Stored items
<<<<
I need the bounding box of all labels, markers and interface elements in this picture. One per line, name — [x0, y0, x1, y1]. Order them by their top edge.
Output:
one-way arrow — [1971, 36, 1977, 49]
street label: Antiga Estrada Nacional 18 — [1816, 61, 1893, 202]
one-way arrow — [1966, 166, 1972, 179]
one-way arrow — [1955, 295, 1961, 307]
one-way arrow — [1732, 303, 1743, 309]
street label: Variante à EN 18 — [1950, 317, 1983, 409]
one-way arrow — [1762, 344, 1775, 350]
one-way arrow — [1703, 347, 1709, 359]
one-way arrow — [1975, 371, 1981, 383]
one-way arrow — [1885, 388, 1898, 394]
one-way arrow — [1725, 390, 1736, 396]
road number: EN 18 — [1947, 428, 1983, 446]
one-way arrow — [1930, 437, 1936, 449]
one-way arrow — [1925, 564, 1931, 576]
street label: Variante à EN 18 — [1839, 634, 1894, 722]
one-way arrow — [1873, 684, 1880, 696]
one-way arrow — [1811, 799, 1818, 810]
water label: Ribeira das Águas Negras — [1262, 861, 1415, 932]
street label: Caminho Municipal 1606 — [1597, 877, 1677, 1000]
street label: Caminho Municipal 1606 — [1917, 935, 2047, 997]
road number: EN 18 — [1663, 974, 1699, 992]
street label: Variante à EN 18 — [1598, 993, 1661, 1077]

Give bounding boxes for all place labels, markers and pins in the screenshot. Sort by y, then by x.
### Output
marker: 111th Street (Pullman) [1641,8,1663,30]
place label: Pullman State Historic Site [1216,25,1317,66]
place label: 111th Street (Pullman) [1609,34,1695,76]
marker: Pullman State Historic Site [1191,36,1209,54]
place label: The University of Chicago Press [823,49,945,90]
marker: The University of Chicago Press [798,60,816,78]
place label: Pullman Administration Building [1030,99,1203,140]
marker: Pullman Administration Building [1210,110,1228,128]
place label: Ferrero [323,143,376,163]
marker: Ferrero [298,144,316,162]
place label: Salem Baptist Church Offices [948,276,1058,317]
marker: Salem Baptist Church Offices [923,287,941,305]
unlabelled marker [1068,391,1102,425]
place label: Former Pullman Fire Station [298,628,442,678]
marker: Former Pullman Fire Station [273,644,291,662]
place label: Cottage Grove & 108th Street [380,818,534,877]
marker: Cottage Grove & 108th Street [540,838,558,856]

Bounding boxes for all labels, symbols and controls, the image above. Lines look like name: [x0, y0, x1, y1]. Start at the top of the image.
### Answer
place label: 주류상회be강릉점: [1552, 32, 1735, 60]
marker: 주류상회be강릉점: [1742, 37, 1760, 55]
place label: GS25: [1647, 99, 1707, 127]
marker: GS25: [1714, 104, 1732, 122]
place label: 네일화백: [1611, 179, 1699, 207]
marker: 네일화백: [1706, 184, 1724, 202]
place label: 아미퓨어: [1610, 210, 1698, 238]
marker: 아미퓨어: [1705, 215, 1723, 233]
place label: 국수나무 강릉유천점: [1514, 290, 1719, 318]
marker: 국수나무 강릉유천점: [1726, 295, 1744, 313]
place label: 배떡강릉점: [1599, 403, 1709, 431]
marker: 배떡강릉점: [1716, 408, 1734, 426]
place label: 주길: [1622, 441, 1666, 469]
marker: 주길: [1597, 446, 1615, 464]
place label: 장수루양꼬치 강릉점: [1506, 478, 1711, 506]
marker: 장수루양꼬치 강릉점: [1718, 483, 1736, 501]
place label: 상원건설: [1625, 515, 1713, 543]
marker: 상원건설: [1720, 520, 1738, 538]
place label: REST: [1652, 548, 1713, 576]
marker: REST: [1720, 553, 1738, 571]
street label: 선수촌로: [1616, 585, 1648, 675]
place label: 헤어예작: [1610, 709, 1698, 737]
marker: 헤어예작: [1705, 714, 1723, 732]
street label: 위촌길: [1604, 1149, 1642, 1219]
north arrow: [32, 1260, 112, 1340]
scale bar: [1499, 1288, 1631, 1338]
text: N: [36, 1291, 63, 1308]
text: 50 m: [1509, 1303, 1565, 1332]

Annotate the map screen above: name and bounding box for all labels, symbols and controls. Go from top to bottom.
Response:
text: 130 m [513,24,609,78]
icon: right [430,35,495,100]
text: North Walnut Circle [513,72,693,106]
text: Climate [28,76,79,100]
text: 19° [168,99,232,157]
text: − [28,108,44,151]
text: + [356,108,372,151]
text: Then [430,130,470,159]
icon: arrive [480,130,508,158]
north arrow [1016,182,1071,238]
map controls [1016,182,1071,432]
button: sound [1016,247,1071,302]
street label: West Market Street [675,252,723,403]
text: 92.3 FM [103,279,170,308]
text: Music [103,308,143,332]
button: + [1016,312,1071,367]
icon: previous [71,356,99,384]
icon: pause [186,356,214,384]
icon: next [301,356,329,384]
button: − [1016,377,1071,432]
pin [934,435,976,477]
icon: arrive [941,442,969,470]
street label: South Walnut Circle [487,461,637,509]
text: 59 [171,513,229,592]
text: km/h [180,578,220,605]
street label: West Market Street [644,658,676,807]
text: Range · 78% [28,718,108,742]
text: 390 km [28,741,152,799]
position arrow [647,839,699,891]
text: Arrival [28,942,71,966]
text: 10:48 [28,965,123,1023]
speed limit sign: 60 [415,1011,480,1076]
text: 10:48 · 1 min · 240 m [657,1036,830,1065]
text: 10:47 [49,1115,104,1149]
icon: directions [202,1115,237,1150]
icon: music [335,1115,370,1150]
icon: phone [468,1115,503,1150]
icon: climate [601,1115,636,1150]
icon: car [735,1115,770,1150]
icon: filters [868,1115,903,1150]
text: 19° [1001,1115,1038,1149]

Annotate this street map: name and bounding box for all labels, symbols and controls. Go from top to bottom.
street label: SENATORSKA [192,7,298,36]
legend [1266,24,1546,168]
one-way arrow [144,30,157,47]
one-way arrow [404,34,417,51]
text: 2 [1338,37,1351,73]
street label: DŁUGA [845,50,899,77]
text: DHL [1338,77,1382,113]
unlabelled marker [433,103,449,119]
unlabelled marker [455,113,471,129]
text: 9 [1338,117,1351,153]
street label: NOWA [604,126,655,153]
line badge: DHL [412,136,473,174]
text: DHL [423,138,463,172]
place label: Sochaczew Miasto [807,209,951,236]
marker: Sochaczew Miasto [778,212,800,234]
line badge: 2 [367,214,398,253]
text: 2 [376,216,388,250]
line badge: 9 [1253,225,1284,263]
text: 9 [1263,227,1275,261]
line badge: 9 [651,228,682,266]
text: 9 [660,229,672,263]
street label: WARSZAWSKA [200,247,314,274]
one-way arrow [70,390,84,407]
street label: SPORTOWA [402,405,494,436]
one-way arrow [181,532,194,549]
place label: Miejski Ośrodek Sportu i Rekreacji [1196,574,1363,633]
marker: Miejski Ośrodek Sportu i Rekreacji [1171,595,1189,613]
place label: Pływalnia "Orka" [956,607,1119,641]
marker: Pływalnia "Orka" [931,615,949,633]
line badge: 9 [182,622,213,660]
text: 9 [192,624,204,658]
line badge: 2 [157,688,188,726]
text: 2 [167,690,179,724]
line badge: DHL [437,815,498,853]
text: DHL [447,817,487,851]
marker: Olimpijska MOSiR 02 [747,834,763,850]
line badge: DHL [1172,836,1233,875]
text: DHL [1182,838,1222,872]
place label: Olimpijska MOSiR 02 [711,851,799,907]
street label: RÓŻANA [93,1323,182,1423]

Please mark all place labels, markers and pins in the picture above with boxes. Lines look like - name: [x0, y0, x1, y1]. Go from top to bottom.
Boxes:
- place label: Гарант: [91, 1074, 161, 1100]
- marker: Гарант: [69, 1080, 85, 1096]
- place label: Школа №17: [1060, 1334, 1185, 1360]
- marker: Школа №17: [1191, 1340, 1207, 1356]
>>>>
**Directions for this task**
Search each line of the data above for "장수루양꼬치", and copy the lines where it occurs.

**Written answer**
place label: 장수루양꼬치 강릉점: [1506, 478, 1711, 506]
marker: 장수루양꼬치 강릉점: [1718, 483, 1736, 501]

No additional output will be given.